Maar de vrouwen zouden vooral bang zijn om hun kinderen kwijt te raken. Wanneer zij een bepaalde leeftijd bereiken, halen Koerdische bewakers ze uit de kampen en sluiten ze hen op in een gevangenis, zegt Seebregts.
De advocaat wil niets kwijt over de identiteit van de vrouwen, hoeveel het er zijn of uit welk kamp ze gevlucht zijn. Ook is onduidelijk hoeveel kinderen zijn meegereisd. Volgens De Telegraaf gaat het om vijftien IS-vrouwen.
In de Syrische kampen al Hol en al Roj bevinden zich tientallen Nederlandse bruiden van (overleden) IS-strijders en hun kinderen. Bij de val van de Islamtische Staat wisten sommige Syriëgangers te ontsnappen naar Nederland, maar velen kwamen vast te zitten in kampen.
IS-vrouwen zijn politiek omstreden
Seebregts is een van de advocaten die een kort geding tegen de Staat heeft aangespannen over de situatie. Namens 23 Syriëgangers en 56 kinderen pleitte hij dat de Nederlandse Staat een zorgplicht heeft en hen moet repatriëren.
Het kabinet vindt echter dat de Syriëgangers een gevaar voor de nationale veiligheid vormen en wil hen het liefst in de regio zelf laten berechten. Het kabinet heeft altijd ingezet op vervolging in de regio. In een enkel geval is hier een uitzondering op gemaakt, omdat de rechtszaak anders dreigt te mislukken.
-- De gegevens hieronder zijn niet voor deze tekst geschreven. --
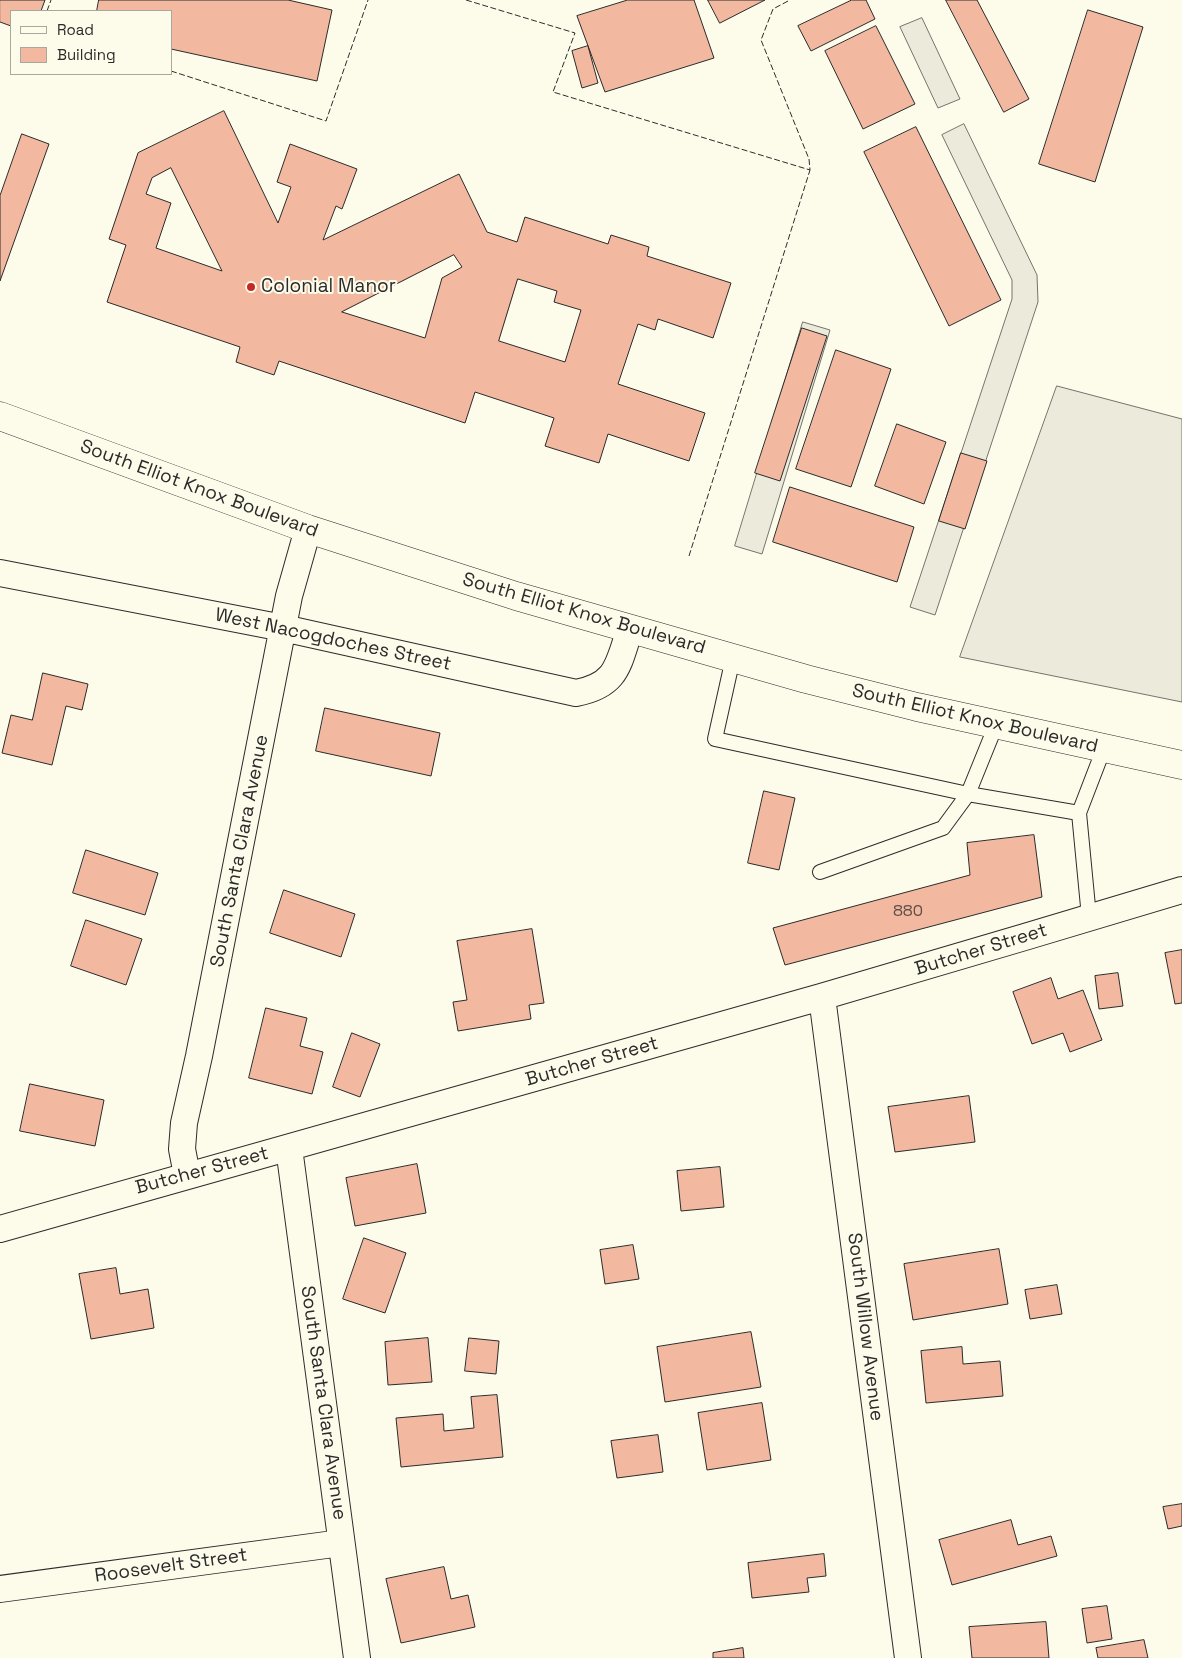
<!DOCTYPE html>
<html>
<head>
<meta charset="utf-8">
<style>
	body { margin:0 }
	#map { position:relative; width:1182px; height:1658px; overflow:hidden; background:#fdfbea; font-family:"Space Grotesk",sans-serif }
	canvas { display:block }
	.legend { position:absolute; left:10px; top:10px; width:162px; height:65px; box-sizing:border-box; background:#fdfbea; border:1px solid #a9a89e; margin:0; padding:6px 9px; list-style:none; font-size:15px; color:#2b2b2b }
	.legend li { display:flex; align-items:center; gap:10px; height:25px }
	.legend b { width:25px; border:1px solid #a9a89e }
</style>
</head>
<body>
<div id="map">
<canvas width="1182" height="1658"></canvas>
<ul class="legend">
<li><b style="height:6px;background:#fdfbea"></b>Road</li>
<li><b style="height:14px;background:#f2b8a0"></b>Building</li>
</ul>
</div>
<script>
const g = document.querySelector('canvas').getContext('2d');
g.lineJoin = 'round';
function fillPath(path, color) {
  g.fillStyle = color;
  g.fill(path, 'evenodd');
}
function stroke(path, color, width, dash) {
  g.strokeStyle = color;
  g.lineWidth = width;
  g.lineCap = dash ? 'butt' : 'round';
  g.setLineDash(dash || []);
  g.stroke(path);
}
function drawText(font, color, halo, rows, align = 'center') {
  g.font = font + ' "Space Grotesk",sans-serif';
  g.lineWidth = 4;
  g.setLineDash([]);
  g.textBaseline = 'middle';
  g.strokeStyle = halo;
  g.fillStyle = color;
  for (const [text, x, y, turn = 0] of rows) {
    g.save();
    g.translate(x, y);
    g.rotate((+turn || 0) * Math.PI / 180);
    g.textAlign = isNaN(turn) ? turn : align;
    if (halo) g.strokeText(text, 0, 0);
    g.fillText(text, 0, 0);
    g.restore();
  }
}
const parking = new Path2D(`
	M 922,18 L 960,99 L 938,108 L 900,27 Z
	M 964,124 L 1037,275 L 1038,302 L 935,615 L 910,607 L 1012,299 L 1012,280 L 942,135 Z
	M 803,322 L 830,330 L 762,554 L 735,546 Z
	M 1057,386 L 1182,419 L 1182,702 L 960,657 Z`);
fillPath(parking, '#eceadb');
stroke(parking, '#74746e', 1);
const building = new Path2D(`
	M 0,0 L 45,0 L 41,11 L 11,11 L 11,26 L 0,22 Z
	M 99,0 L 288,0 L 332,10 L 317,81 L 171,49 L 171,11 L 97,11 Z
	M 628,0 L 694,0 L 714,58 L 605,92 L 577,16 Z
	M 708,0 L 765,0 L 720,23 Z
	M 852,0 L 866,0 L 875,19 L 811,51 L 798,26 Z
	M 946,0 L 977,0 L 1029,99 L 1004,112 Z
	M 1088,10 L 1143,27 L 1095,182 L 1039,164 Z
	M 876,26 L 915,104 L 863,129 L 825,51 Z
	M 588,46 L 598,83 L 582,88 L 572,51 Z
	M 224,111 L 278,223 L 291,187 L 277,182 L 290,144 L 357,169 L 342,209 L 336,206 L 323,240 L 459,174 L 487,232 L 517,242 L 525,217 L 608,244 L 611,235 L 649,247 L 647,256 L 731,283 L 713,338 L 658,319 L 655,330 L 638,324 L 618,384 L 705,413 L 689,461 L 608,434 L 599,463 L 545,446 L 554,418 L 475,392 L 465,423 L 279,361 L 274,375 L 236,362 L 240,347 L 107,302 L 126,245 L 109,239 L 138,153 ZM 171,168 L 222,271 L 156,248 L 171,203 L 146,194 L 152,178 ZM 454,255 L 462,267 L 442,278 L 425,338 L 342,312 ZM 518,279 L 557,291 L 554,302 L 581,310 L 565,362 L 499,341 Z
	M 916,127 L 1001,300 L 949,326 L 864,152 Z
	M 22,134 L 49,144 L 0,281 L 0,196 Z
	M 802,328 L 827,336 L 780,481 L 755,473 Z
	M 836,350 L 891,369 L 851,487 L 796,469 Z
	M 897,424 L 946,442 L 924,504 L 875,486 Z
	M 961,453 L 987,461 L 965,529 L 939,521 Z
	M 790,487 L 914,527 L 897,582 L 773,542 Z
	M 43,673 L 88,684 L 82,710 L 66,706 L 52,765 L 2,753 L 11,715 L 32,720 Z
	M 325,708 L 440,733 L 431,776 L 316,751 Z
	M 764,791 L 795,798 L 779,870 L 748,863 Z
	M 1034,835 L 1042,897 L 785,965 L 773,928 L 970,875 L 967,843 Z
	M 86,850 L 158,873 L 145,915 L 73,893 Z
	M 284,890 L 355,914 L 341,957 L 270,933 Z
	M 86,920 L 142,939 L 126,985 L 71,966 Z
	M 532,929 L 544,1003 L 529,1005 L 531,1019 L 458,1031 L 453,1002 L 467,1000 L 457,941 Z
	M 1182,950 L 1182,1003 L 1175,1004 L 1165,953 Z
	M 1118,973 L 1123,1006 L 1099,1009 L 1095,976 Z
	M 1051,978 L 1058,999 L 1083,990 L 1102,1040 L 1070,1052 L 1063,1033 L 1032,1044 L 1013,992 Z
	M 266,1008 L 307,1018 L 300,1046 L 323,1052 L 312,1094 L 249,1078 Z
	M 352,1033 L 380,1044 L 360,1097 L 333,1087 Z
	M 30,1084 L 104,1100 L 95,1146 L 20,1131 Z
	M 969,1096 L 975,1142 L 895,1152 L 888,1107 Z
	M 417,1164 L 426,1213 L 355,1226 L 346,1178 Z
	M 720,1167 L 724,1207 L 681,1211 L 677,1171 Z
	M 364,1238 L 406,1253 L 385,1313 L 343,1299 Z
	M 633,1245 L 639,1279 L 605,1284 L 600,1250 Z
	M 999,1249 L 1008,1304 L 913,1320 L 904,1264 Z
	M 116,1268 L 120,1294 L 148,1289 L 154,1328 L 91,1339 L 79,1274 Z
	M 1057,1285 L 1062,1314 L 1030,1319 L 1025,1290 Z
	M 751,1332 L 761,1387 L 665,1402 L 657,1347 Z
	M 428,1338 L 432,1382 L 388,1385 L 385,1342 Z
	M 469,1338 L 499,1341 L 496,1374 L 465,1371 Z
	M 962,1347 L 963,1364 L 1000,1361 L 1003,1396 L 926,1403 L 921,1351 Z
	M 497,1395 L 503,1457 L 401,1467 L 396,1418 L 443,1414 L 444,1431 L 474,1428 L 471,1397 Z
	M 762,1403 L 771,1460 L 707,1470 L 698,1413 Z
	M 658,1435 L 663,1472 L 617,1478 L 611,1441 Z
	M 1182,1504 L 1182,1526 L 1168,1529 L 1163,1507 Z
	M 1011,1520 L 1018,1545 L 1051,1536 L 1057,1556 L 952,1585 L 939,1540 Z
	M 824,1554 L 826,1576 L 807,1578 L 809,1592 L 752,1598 L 748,1563 Z
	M 444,1567 L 451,1599 L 468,1595 L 475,1627 L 401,1643 L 386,1579 Z
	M 1107,1606 L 1112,1639 L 1087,1643 L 1082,1609 Z
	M 1046,1622 L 1049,1658 L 972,1658 L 969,1627 Z
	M 1144,1640 L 1148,1658 L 1098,1658 L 1096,1648 Z
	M 743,1648 L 744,1658 L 713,1658 L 713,1653 Z`);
fillPath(building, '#f2b8a0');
stroke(building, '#2b2b2b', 1);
const service = new Path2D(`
	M 733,658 L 715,739 L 968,794 L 1079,813
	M 820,872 L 943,828 L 968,794 L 996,725
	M 1089,917 L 1079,813 L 1104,748`);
const minor = new Path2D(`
	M 0,573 L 283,628 L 576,693 C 618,685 618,664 630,629
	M 822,997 L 908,1658
	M 289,1148 L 357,1658
	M 187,1175 L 182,1149 L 184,1123 L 199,1056 L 289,596 L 308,529
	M 0,1229 C 273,1150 548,1076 821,997 C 941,962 1062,926 1182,890
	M 0,1589 L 341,1543`);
const secondary = new Path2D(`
	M 0,416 L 308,529 L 516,596 L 806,679 L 917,707 L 1182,765`);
stroke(service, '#2b2b2b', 16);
stroke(minor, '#2b2b2b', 28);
stroke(secondary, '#2b2b2b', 29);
stroke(service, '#fdfbea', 14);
stroke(minor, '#fdfbea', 26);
stroke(secondary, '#fdfbea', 28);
stroke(new Path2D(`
	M 466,0 L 575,33 L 553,92 L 810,170 L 809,159 L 761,40 L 773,9 L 790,0
	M 47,11 L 51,0
	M 171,71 L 326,121 L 368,0
	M 689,556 L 810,170`), '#2b2b2b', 1, [6, 2.5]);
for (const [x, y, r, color] of [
	[251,287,5,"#c62828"]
]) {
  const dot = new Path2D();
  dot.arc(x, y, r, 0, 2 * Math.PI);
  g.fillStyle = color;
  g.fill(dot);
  stroke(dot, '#fdfbea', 2);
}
drawText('16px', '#5d4e48', null, [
	["880",908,912]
]);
drawText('19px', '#2b2b2b', '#fdfbea', [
	["Colonial Manor",261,287]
], 'left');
drawText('19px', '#2b2b2b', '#fdfbea', [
	["South Elliot Knox Boulevard",199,489,20],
	["South Elliot Knox Boulevard",584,614,16],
	["West Nacogdoches Street",333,640,12],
	["South Elliot Knox Boulevard",975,719,13],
	["South Santa Clara Avenue",240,851,-79],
	["Butcher Street",981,950,-17],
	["Butcher Street",592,1062,-16],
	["Butcher Street",202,1171,-15],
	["South Willow Avenue",865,1327,83],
	["South Santa Clara Avenue",323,1403,82],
	["Roosevelt Street",171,1566,-8]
]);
</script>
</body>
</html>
De Syriëganger die teruggehaald wordt is vermoedelijk Ilham B. Zij zou niet bij de groep gevluchte vrouwen horen volgens De Telegraaf.
Over het lot van de kinderen is nog veel onduidelijk. De rechtbank in Den Haag oordeelde dat Nederland al het mogelijke moet doen om de 56 kinderen terug te halen, maar hiertegen is de Staat in hoger beroep gegaan. De zaak ligt nu bij de Raad van State. Uiterlijk eind volgende maand wordt een oordeel verwacht.